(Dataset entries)
※ ※ ※
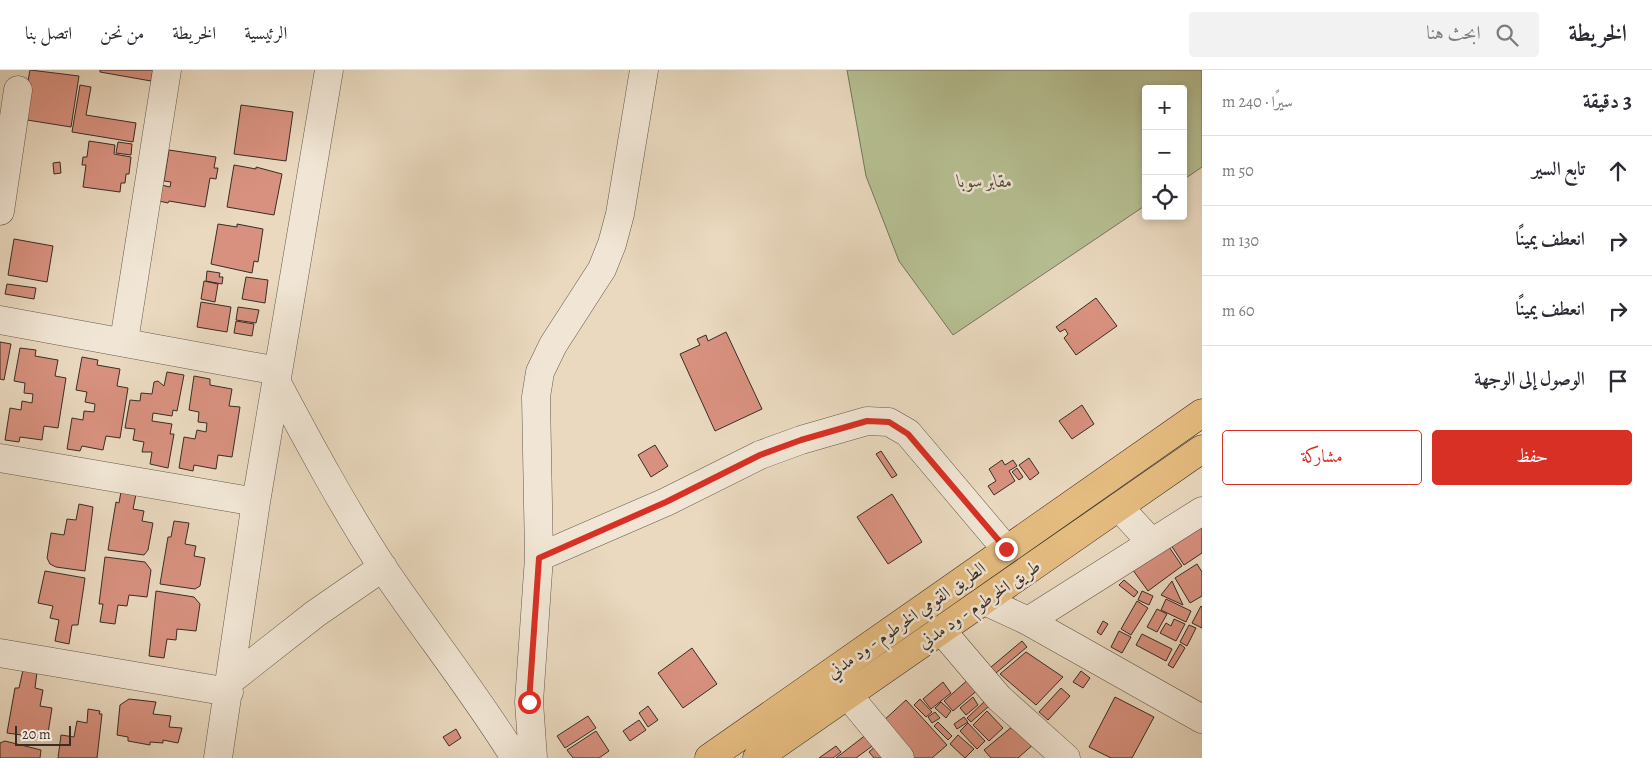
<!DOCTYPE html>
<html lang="ar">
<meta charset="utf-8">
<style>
:root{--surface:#fff;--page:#f2f2f3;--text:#2b2b33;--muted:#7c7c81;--line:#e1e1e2;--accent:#d93025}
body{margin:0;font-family:Alegreya,Amiri,serif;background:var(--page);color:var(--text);direction:rtl}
.controls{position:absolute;right:15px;top:15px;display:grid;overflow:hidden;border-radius:5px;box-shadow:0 2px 8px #0003}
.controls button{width:45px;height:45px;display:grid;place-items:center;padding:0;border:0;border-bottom:1px solid var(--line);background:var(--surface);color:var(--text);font:25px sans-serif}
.scale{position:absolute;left:15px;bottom:12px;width:56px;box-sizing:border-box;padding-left:5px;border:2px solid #372d25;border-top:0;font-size:14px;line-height:18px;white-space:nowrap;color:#372d25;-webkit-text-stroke:4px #f1e6d5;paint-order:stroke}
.stop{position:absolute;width:15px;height:15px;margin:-11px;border:4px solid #d93025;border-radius:50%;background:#fff}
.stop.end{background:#d93025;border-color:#fff;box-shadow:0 1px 5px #0008}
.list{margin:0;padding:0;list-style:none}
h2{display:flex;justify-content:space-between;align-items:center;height:65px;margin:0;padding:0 20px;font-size:21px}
h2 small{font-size:16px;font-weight:400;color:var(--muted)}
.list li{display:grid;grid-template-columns:32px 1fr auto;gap:15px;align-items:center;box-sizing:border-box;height:70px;padding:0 20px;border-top:1px solid var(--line)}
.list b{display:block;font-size:19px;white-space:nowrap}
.list em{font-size:16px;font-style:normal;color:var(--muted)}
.actions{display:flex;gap:10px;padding:15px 20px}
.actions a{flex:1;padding:11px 0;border:1px solid var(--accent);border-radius:5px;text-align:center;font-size:18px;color:var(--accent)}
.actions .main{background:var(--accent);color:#fff}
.icon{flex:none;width:28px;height:28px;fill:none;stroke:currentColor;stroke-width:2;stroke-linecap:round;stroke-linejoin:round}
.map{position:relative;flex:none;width:1202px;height:688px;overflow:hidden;direction:ltr}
header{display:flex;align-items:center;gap:30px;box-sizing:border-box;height:70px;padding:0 25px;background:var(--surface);border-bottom:1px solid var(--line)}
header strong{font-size:24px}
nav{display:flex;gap:28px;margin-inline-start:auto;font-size:18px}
.search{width:350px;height:45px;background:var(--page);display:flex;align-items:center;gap:12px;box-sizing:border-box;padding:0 18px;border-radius:5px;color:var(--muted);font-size:19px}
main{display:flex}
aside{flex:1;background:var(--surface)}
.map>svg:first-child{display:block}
</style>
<header>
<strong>الخريطة</strong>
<div class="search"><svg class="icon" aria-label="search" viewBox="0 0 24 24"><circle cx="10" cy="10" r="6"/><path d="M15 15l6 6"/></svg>ابحث هنا</div>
<nav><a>الرئيسية</a><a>الخريطة</a><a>من نحن</a><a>اتصل بنا</a></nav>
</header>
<main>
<aside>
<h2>3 دقيقة<small>سيرًا · 240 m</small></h2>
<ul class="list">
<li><svg class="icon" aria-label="ahead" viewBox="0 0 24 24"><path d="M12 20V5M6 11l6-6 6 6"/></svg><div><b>تابع السير</b></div><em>50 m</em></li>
<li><svg class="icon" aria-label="right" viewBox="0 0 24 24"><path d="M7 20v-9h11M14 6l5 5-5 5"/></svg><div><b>انعطف يمينًا</b></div><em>130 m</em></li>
<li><svg class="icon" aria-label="right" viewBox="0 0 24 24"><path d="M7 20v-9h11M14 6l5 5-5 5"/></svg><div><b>انعطف يمينًا</b></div><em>60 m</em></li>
<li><svg class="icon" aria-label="arrive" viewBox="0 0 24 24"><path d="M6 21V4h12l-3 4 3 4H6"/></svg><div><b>الوصول إلى الوجهة</b></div></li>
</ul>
<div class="actions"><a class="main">حفظ</a><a>مشاركة</a></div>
</aside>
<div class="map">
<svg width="1202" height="688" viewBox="0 0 1202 688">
<rect width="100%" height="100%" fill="#ead9bf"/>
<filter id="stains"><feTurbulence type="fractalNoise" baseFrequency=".004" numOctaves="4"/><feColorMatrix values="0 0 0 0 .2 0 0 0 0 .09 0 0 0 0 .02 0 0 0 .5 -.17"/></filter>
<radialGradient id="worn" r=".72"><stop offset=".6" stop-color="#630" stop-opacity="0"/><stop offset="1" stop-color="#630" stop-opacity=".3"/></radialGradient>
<path fill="#b6bf92" stroke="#76765c" d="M847 0H1202V97L1183 110V19H1146V135L953 265 899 191 866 106Z"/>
<path fill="#d8917f" stroke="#372d25" d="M30 0 79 6 71 57 21 49Z
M100 0H153L151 11 100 2Z
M80 15 91 17 86 45 136 53 133 72 72 62Z
M241 35 293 42 286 91 234 84Z
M89 71 115 75 114 84 131 87 129 104H126L125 113H121L120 122 83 117 86 95H82L83 87H87Z
M118 72 132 74 131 85 116 83Z
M169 80 216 87 214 98H218L216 109 210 108 205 137 169 131 168 133 159 131 161 115 170 117 171 112 164 111Z
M60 92 61 103 54 104 53 93Z
M234 95 256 99V97L282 104 274 145 227 137Z
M218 154 237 157V154L263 159 258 192 254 191 252 203 211 194Z
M14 169 53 176 47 212 8 205Z
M207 201 220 203 219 207H223L222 214 206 211Z
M246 207 268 210 265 233 242 229Z
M204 211 218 214 215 232 201 229Z
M7 214 36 218 34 229 5 224Z
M1096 228 1117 256 1076 285 1064 268 1068 264 1065 259 1060 262 1056 257Z
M201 232 231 237 227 262 197 257Z
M238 237 259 240 256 253 236 250Z
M236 251 254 254 252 266 234 263Z
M726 262 762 339 715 361 680 284 700 275 697 269 706 265 708 271Z
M0 272 11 274 4 310 0 309Z
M20 278 36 280 35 286 58 290 55 306 66 308 58 358 44 356 42 370 20 367 19 372 5 370 10 338 21 340 22 331 32 333 33 324 24 323 25 313 14 311Z
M82 287 98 290 97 295 120 299 117 316 128 318 120 368 106 366 103 380 82 376 80 381 67 379 72 348 83 350 84 341 94 342 95 334 85 332 87 322 76 320Z
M167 302 184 305 177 341 173 340 172 346 153 343 152 351 172 354 170 364H174L168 398 150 394 152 382H142L144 372 133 370 135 359 125 358 130 330 140 331 141 323 152 324 154 312 158 311 164 316Z
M194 306 210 309V315L232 319 229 336 240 337 232 387 218 385 216 399 194 395 193 401 179 398 184 367 195 369 197 360 206 362 207 353 198 352 199 342 189 340Z
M1082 335 1094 354 1072 369 1059 351Z
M655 375 668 396 651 407 638 385Z
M881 381 897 405 892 408 876 384Z
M1029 388 1039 403 1030 410 1019 395Z
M1002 390 1005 395 1013 390 1017 396 1009 401 1015 411 994 425 988 416 996 411 989 399Z
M1017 398 1023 407 1019 410 1012 402Z
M122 416 137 419 133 439 144 441 142 451 153 453 148 480 144 485 108 480 116 432 119 433Z
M892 424 922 472 888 494 857 447Z
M79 434 93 437 85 501 56 497 50 494 47 488 51 463 64 465 67 449 76 450Z
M174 451 189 453 185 474 196 476 194 486 205 488 200 516 195 519 160 514 168 467H171Z
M1202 457V483L1184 495 1167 469Z
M1165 471 1182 496 1148 521 1130 496Z
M105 487 145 492 151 500 147 527 129 525 127 536 118 535 115 554 100 552 103 534H99Z
M1197 494 1202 502V526L1190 533 1175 508Z
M45 501 85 508 78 555H72L69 574 55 571 59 550 50 548 53 536 38 533Z
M1124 510 1138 522 1134 527 1119 515Z
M1172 511 1183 535 1161 525Z
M156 521 194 527 200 534 196 561 177 559 176 570 167 569 164 588 149 586Z
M1142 521 1153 526 1149 535 1138 530Z
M1166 529 1191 541 1186 552 1161 540Z
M1137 531 1148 538 1131 565 1121 559Z
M1201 536 1202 537V558L1192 553Z
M1157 539 1167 544 1157 562 1147 557Z
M1174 549 1185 554 1176 571 1160 563 1166 553 1171 556Z
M1103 551 1108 554 1101 565 1097 562Z
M1189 555 1196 558 1187 576 1180 572Z
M1119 561 1131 567 1122 583 1111 577Z
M1142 564 1172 579 1166 591 1136 575Z
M1022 571 1027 577 996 603 991 597Z
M1180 574 1185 578 1173 598 1168 595Z
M692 578 717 614 683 638 658 603Z
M1026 582 1063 607 1036 635 1000 604Z
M23 600 37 602 35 618 43 620 40 636 52 638 48 663 43 668 7 663 15 618H19Z
M1081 601 1090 608 1083 618 1073 612Z
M971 607 980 618 953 641 944 631Z
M943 612 951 623 931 639 923 629Z
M1061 618 1070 626 1048 650 1039 642Z
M973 627 978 635 966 645 960 638Z
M1115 627 1154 647 1132 688H1111L1089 677Z
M129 629 156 632 153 644 171 646 169 657 182 658 178 673 163 670V673L150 672V675L128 671V667L117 665 120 635Z
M920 629 932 642 926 647 914 635Z
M906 630 947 675 932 688H913L882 652Z
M985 631 989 636 971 652 967 648Z
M941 632 951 641 946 648 935 638Z
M648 636 658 650 648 657 639 643Z
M88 639 100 641 99 644H102L97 688H58L61 665 74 667 77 651 87 653Z
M987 641 1003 658 989 671 973 655Z
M935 642 940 648 932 653 928 647Z
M588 646 596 658 565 678 557 666Z
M964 647 968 652 957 659 954 654Z
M639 650 646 660 630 671 623 661Z
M1019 651 1036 672 1018 688H991L984 680Z
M938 652 952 666 948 670 934 656Z
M968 653 985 671 977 679 960 661Z
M456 659 461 668 449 676 443 667Z
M596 661 609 681 599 688H573L567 680Z
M867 664 875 674 856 688H836Z
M958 665 974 679 965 688 950 674Z
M5 671 41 680 40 688H0V673Z
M877 675 883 688H874L869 682Z
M836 676 841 682 833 688H819Z"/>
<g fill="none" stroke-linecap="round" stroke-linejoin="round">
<defs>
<path id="minor" d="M0 141 18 20
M0 250 278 301
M124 271 167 0
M276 311C310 375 344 438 383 498 426 562 475 623 515 688
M0 388 256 432
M1119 437 1151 472
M539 487 666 432 760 385 801 370 867 351 889 352 908 363 1006 479
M985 531 1028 551 1202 649
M1028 551 1202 441
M941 560 999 628 1066 688
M0 583 229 622
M231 610 315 544 383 497
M847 624 900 688
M218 688 256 432 329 0
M533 688 529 632 539 487 536 327 540 302 553 275 602 199 612 174 620 144 644 0"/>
<path id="highway" d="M709 688 1202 343
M757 688 1202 379"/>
</defs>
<use href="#minor" stroke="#64584c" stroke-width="29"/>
<use href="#highway" stroke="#372d25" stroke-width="29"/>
<use href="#minor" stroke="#f1e6d5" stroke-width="28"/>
<use href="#highway" stroke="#e5bc80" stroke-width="28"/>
</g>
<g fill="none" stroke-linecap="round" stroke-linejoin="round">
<path stroke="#d93025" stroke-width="6" d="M529 632 539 488 666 432 760 385 801 370 867 351 889 352 908 364 1006 479"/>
</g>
<g text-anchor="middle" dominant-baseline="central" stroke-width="5" stroke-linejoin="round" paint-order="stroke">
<g font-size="18" font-style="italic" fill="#504a3b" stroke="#f1e6d5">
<text x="985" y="111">مقابر سوبا</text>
</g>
<g font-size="18" fill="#372d25" stroke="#f1e6d5">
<text transform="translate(979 534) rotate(-34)">طريق الخرطوم - ود مدني</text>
<text transform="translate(906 550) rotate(-35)">الطريق القومي الخرطوم - ود مدني</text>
</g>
</g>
<rect width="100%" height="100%" filter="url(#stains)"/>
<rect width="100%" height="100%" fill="url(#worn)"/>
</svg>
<div class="controls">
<button>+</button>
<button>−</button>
<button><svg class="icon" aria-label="locate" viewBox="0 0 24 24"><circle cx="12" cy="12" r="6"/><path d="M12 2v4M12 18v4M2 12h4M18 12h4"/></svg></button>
</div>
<div class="scale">20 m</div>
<div class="stop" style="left:529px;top:632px"></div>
<div class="stop end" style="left:1006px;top:479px"></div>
</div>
</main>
※ ※ ※
__Task requirements__. This exercise requires the lines of the entries containing the string "worn".

__Task response__.
<radialGradient id="worn" r=".72"><stop offset=".6" stop-color="#630" stop-opacity="0"/><stop offset="1" stop-color="#630" stop-opacity=".3"/></radialGradient>
<rect width="100%" height="100%" fill="url(#worn)"/>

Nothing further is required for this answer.